◆ TASK GOAL
Restate the records below word for word, and omit the images they hold.

◆ SOURCE MATERIAL
════
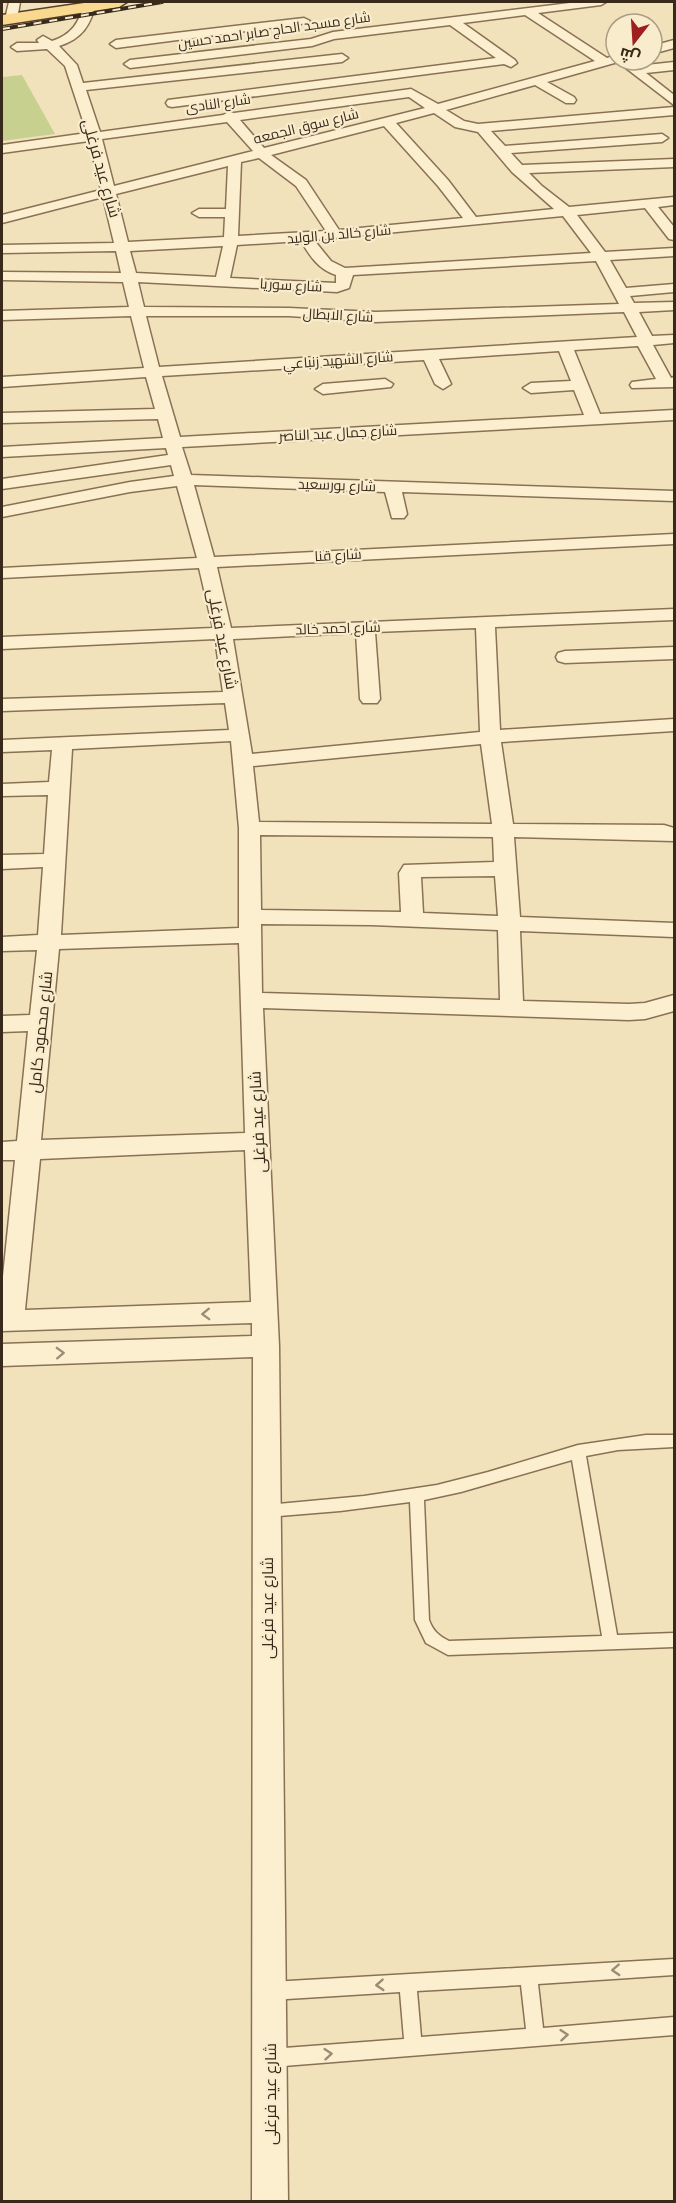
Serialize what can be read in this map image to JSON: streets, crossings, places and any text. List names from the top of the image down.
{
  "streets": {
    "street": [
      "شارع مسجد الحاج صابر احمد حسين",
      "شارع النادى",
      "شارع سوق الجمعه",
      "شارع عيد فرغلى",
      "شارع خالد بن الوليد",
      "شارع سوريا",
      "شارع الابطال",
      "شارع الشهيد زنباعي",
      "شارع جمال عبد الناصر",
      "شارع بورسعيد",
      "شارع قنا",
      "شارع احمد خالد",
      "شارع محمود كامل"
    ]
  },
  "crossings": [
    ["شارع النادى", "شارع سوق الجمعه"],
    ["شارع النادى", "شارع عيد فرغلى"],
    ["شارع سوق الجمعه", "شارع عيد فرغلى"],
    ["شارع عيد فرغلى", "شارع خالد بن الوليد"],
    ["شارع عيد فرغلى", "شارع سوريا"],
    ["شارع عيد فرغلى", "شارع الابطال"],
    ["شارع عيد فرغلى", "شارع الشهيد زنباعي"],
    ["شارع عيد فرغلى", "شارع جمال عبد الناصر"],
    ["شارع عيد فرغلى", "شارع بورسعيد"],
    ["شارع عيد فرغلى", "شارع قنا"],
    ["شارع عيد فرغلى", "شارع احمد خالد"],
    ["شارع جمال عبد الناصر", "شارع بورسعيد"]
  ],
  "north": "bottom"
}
════
◆ SOLUTION FOR THIS PROBLEM
Serialize what can be read in this map image to JSON: streets, crossings, places and any text. List names from the top of the image down.
{
  "streets": {
    "street": [
      "شارع مسجد الحاج صابر احمد حسين",
      "شارع النادى",
      "شارع سوق الجمعه",
      "شارع عيد فرغلى",
      "شارع خالد بن الوليد",
      "شارع سوريا",
      "شارع الابطال",
      "شارع الشهيد زنباعي",
      "شارع جمال عبد الناصر",
      "شارع بورسعيد",
      "شارع قنا",
      "شارع احمد خالد",
      "شارع محمود كامل"
    ]
  },
  "crossings": [
    ["شارع النادى", "شارع سوق الجمعه"],
    ["شارع النادى", "شارع عيد فرغلى"],
    ["شارع سوق الجمعه", "شارع عيد فرغلى"],
    ["شارع عيد فرغلى", "شارع خالد بن الوليد"],
    ["شارع عيد فرغلى", "شارع سوريا"],
    ["شارع عيد فرغلى", "شارع الابطال"],
    ["شارع عيد فرغلى", "شارع الشهيد زنباعي"],
    ["شارع عيد فرغلى", "شارع جمال عبد الناصر"],
    ["شارع عيد فرغلى", "شارع بورسعيد"],
    ["شارع عيد فرغلى", "شارع قنا"],
    ["شارع عيد فرغلى", "شارع احمد خالد"],
    ["شارع جمال عبد الناصر", "شارع بورسعيد"]
  ],
  "north": "bottom"
}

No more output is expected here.